▶ GOAL OF THE EXERCISE:
Return the lines below that contain the word "column".

Top of MATERIALS PROVIDED

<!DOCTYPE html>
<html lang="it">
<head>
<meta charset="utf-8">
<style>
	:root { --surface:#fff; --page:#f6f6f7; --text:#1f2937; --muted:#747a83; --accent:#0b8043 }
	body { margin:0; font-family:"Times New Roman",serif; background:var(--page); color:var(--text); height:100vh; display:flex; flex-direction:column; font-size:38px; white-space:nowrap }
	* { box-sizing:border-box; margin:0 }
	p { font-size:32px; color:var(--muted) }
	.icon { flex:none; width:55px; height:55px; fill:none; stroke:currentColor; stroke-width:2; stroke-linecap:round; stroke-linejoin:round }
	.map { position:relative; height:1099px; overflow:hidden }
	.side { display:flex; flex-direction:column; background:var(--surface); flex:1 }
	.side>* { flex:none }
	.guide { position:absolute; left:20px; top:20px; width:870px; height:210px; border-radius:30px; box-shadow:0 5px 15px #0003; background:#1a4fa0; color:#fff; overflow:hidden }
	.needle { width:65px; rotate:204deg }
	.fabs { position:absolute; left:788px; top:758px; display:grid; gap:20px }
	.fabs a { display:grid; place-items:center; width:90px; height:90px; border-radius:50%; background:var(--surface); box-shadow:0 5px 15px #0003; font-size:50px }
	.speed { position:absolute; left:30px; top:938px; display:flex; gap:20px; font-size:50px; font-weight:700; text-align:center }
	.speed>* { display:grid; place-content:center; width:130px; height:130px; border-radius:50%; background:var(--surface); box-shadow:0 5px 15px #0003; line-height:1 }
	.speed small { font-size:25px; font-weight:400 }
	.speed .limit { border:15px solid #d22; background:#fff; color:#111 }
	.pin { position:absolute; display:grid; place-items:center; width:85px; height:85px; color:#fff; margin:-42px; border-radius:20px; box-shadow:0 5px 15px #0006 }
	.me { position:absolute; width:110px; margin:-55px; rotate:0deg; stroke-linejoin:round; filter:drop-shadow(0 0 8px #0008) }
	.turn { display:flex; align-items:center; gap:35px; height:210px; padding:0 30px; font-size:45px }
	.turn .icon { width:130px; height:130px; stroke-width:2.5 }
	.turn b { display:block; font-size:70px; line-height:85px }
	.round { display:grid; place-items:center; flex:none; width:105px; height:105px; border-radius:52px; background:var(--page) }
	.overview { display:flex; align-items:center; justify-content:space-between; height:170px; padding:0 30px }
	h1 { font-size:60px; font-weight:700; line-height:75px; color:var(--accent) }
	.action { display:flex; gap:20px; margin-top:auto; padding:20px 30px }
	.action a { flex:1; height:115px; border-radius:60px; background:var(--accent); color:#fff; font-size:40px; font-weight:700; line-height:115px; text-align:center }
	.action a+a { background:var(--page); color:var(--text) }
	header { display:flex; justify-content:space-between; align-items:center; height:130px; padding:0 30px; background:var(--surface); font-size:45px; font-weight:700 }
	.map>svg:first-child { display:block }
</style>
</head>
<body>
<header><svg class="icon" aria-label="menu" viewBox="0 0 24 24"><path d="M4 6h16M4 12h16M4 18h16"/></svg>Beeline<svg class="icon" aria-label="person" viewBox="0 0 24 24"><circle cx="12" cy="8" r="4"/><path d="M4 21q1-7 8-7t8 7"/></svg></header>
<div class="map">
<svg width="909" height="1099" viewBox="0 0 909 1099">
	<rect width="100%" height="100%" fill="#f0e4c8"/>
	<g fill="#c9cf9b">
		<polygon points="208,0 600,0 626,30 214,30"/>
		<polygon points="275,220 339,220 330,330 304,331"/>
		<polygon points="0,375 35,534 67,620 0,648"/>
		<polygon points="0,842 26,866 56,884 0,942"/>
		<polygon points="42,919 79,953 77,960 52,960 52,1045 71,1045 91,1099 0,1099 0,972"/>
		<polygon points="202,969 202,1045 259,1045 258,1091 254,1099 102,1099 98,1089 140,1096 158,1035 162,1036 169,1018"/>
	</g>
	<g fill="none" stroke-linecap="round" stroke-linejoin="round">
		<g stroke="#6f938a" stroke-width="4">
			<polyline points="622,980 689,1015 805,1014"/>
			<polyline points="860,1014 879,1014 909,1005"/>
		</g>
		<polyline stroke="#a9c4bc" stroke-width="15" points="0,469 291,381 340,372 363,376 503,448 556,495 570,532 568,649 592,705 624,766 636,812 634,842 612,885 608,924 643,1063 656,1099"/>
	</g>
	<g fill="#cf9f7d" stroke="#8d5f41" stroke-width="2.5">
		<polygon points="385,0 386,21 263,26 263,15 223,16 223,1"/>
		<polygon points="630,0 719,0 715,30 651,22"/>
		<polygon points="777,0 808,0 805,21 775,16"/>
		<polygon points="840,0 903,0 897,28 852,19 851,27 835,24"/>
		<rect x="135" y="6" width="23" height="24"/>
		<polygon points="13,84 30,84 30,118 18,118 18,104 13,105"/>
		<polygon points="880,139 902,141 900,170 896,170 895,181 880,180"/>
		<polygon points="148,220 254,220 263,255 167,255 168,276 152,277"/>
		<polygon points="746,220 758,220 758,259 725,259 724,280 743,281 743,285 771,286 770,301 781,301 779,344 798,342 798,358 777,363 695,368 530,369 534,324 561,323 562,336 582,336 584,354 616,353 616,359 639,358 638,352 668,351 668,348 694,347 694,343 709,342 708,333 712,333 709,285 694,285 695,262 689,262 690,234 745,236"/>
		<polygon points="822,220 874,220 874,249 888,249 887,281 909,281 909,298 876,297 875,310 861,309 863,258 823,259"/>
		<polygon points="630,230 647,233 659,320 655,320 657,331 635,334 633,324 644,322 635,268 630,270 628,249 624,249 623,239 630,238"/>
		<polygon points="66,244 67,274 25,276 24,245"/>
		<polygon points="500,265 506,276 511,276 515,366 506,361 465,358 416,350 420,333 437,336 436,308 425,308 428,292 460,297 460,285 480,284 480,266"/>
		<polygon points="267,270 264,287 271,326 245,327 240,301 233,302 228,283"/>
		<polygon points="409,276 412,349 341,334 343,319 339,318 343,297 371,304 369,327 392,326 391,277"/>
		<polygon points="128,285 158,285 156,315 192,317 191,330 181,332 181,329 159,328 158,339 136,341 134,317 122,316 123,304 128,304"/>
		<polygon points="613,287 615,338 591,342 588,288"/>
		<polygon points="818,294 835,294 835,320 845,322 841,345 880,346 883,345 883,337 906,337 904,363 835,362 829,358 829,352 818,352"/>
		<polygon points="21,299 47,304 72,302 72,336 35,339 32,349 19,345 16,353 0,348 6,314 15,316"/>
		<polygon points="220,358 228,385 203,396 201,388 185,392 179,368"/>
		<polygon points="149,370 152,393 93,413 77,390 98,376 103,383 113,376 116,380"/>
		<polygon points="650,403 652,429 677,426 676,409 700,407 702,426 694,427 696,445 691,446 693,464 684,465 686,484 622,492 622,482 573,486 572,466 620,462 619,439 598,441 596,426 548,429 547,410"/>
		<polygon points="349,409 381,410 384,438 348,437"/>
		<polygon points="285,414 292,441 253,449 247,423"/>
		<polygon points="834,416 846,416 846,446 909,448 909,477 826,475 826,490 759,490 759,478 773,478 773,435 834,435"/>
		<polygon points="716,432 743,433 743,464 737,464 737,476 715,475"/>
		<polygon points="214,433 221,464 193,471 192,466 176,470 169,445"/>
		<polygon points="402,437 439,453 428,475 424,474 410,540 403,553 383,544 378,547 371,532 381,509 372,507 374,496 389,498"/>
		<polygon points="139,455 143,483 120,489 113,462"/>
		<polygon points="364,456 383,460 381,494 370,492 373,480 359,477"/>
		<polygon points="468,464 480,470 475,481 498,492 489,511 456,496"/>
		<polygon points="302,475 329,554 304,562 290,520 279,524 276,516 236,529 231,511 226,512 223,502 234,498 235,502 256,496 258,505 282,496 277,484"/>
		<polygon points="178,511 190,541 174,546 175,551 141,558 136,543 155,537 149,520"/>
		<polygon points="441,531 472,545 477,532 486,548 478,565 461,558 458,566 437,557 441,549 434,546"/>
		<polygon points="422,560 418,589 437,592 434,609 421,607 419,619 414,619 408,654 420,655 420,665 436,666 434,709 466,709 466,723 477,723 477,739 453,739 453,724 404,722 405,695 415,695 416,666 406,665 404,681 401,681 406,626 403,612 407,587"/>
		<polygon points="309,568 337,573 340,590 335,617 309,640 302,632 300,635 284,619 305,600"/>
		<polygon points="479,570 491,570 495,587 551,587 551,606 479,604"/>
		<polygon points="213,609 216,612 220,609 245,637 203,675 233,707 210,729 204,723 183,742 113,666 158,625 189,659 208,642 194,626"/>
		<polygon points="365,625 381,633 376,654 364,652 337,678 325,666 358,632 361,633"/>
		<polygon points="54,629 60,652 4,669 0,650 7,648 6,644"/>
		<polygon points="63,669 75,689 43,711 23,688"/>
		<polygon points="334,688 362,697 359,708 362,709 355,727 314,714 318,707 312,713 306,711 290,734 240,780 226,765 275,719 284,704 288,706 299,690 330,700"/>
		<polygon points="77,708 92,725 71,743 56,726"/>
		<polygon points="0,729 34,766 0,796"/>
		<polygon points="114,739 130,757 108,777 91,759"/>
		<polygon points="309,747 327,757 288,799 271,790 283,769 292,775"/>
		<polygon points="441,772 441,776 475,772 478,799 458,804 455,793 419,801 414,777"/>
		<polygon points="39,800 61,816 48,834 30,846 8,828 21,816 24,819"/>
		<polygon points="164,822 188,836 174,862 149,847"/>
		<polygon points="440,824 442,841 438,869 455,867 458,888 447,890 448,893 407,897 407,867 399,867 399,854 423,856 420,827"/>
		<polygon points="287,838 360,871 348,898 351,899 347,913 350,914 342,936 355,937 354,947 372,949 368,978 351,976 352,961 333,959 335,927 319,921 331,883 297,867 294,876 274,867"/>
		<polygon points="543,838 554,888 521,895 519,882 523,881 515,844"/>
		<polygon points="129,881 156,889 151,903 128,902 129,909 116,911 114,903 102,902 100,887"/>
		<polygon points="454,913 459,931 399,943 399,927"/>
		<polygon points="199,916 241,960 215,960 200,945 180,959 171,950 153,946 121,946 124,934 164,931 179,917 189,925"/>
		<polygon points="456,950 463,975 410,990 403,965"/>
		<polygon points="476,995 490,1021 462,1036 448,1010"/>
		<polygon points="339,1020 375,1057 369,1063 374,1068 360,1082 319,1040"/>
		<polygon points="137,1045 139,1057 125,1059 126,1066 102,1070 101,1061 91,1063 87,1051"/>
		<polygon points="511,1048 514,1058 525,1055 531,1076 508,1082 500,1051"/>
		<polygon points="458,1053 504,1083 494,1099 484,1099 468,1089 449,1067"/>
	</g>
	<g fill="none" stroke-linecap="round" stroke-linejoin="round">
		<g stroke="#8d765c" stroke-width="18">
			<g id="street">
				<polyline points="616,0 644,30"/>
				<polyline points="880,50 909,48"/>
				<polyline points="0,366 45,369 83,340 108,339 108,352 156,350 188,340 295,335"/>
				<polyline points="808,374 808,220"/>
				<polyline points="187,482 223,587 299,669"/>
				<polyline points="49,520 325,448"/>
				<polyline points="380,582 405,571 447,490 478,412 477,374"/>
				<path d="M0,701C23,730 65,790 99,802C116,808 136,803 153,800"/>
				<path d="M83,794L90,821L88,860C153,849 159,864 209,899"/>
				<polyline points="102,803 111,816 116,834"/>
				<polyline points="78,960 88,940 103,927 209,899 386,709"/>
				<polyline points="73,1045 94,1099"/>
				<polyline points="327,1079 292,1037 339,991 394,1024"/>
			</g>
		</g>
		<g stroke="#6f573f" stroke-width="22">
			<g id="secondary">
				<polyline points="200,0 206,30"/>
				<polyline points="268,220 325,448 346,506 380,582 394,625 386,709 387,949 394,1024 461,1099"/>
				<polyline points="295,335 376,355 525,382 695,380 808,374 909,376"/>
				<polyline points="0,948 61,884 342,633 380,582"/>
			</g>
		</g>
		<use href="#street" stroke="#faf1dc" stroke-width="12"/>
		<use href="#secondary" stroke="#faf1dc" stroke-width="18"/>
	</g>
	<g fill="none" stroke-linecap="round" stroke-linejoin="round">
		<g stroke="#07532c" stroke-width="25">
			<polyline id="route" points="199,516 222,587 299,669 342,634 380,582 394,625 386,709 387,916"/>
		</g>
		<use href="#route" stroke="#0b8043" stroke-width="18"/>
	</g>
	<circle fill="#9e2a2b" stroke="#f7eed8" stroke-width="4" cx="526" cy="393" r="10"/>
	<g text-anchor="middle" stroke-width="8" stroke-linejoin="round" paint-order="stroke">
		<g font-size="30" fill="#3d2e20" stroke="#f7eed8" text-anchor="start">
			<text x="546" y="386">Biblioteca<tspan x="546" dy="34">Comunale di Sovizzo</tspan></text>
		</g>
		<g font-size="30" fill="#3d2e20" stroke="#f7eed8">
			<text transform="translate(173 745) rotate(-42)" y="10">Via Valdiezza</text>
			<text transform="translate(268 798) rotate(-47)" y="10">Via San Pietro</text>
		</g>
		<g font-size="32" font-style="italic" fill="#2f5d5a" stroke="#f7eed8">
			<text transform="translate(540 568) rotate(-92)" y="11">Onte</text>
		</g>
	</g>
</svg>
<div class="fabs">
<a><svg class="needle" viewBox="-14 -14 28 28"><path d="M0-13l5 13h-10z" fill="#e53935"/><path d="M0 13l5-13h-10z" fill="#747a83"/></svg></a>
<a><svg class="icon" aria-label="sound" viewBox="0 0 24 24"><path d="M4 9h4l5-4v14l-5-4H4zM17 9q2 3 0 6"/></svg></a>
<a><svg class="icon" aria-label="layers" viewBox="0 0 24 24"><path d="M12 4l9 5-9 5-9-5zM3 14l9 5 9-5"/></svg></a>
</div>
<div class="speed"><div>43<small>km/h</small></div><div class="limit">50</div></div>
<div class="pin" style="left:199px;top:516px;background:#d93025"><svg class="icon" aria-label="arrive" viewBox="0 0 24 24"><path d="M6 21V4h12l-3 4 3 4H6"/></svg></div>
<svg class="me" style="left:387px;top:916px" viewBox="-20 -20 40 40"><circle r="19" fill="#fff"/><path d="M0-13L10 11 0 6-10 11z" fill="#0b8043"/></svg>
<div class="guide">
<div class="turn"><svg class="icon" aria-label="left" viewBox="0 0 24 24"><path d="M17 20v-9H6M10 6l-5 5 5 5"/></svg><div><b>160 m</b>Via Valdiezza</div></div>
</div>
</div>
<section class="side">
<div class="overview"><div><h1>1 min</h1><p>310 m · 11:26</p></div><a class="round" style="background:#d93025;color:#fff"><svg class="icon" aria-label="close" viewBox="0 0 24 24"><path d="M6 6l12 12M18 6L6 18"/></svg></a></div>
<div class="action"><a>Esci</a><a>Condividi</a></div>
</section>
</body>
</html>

Bottom of MATERIALS PROVIDED

▶ ANSWER FOR THIS EXERCISE:
	body { margin:0; font-family:"Times New Roman",serif; background:var(--page); color:var(--text); height:100vh; display:flex; flex-direction:column; font-size:38px; white-space:nowrap }
	.side { display:flex; flex-direction:column; background:var(--surface); flex:1 }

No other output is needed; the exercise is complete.